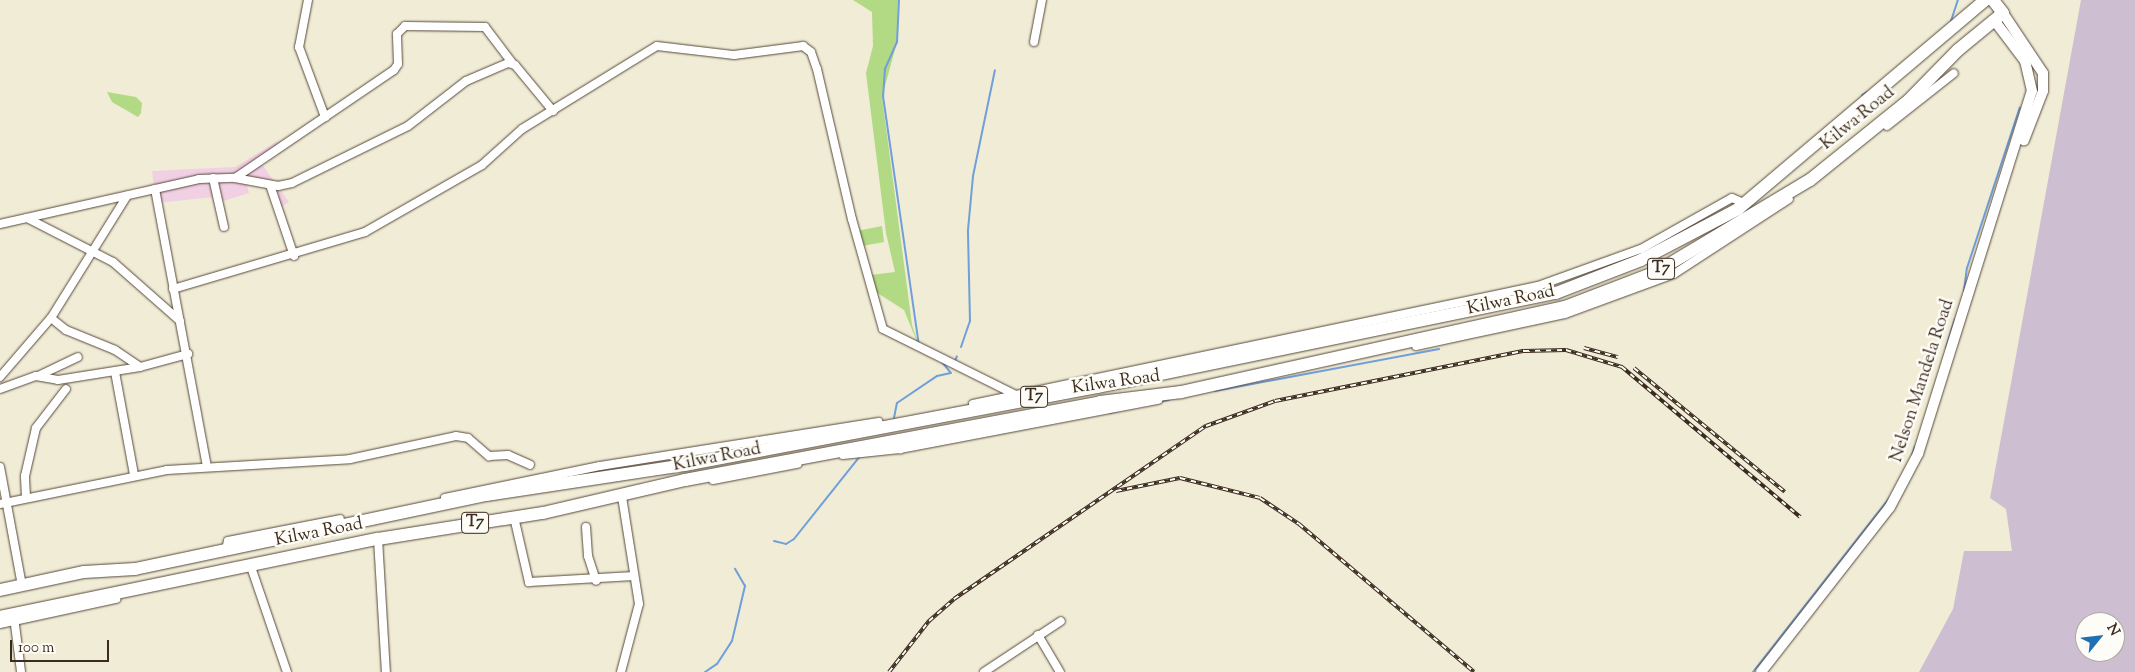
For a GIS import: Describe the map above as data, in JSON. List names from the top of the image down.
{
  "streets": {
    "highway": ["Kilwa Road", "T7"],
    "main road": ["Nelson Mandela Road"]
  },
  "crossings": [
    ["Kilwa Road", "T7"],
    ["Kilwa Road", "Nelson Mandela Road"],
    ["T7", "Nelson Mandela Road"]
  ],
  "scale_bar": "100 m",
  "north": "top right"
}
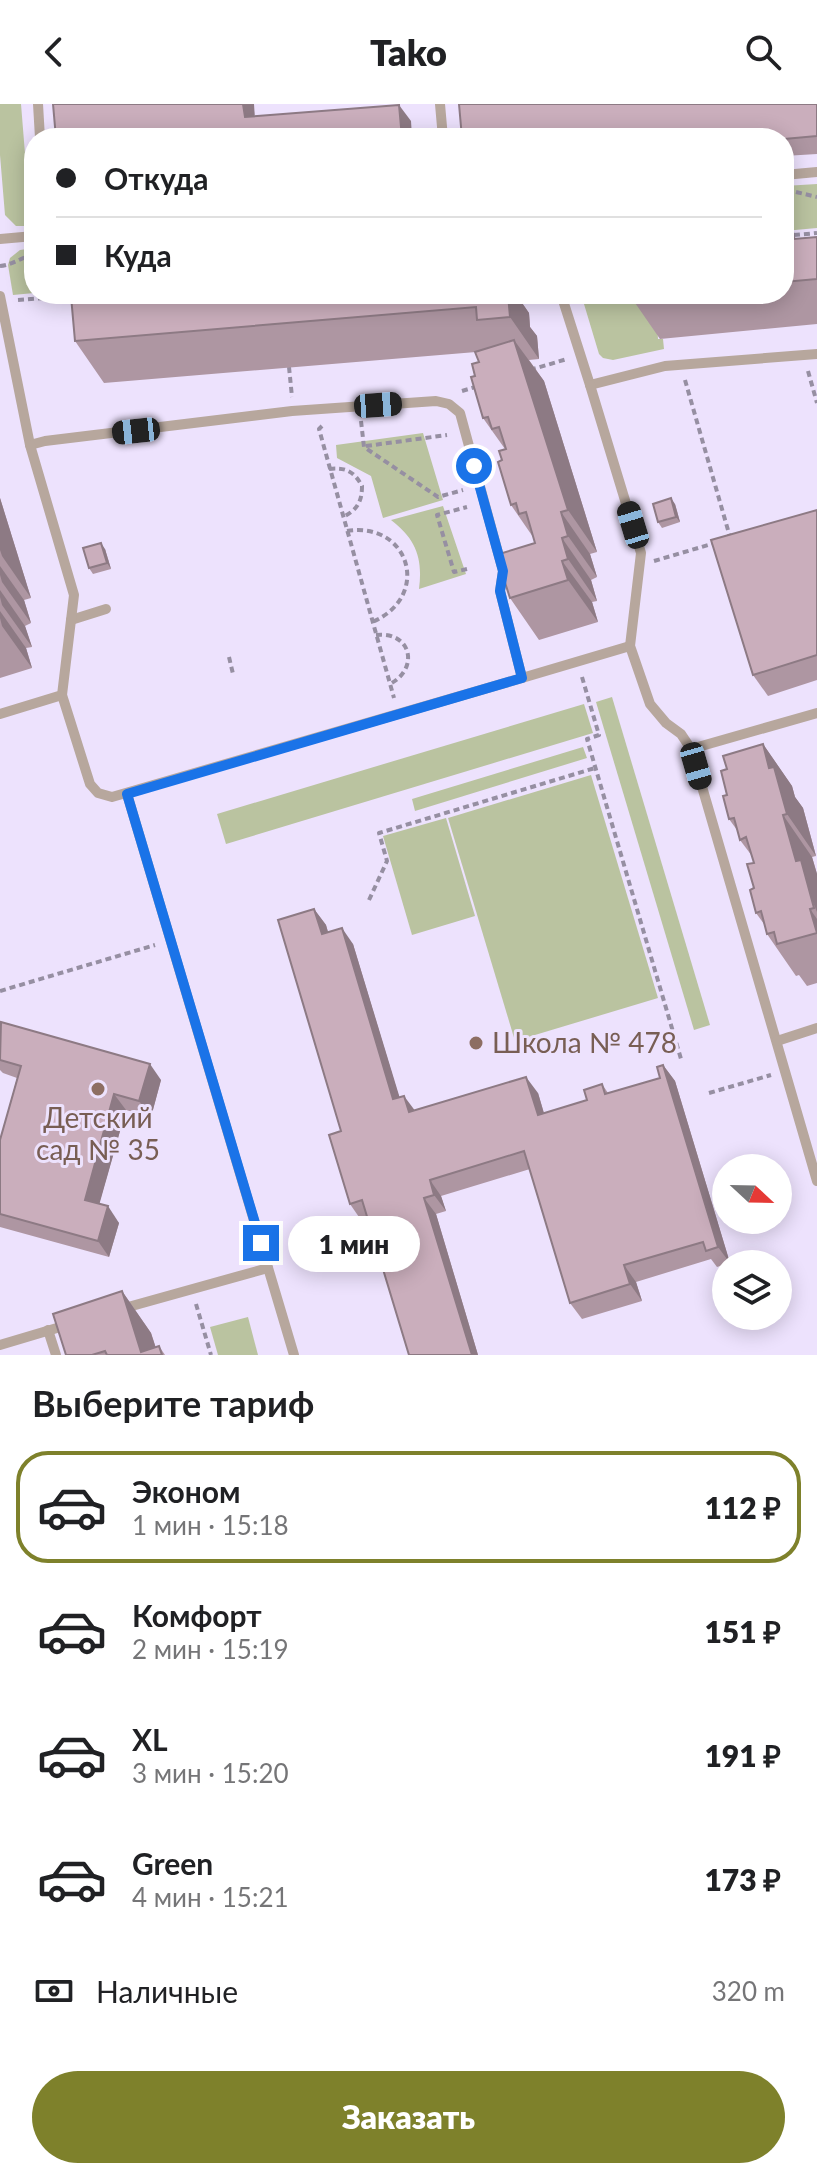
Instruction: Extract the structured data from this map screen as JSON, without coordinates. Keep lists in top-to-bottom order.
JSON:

▸ GOAL OF THE EXERCISE
Repeat all the records exactly, images excluded.

▸ RESPONSE
For a GIS import: Describe the map above as data, in JSON. List names from the top of the image down.
{
  "streets": {
    "highway": ["Kilwa Road", "T7"],
    "main road": ["Nelson Mandela Road"]
  },
  "crossings": [
    ["Kilwa Road", "T7"],
    ["Kilwa Road", "Nelson Mandela Road"],
    ["T7", "Nelson Mandela Road"]
  ],
  "scale_bar": "100 m",
  "north": "top right"
}
Instruction: Extract the structured data from this map screen as JSON, without coordinates. Keep lists in top-to-bottom order.
JSON:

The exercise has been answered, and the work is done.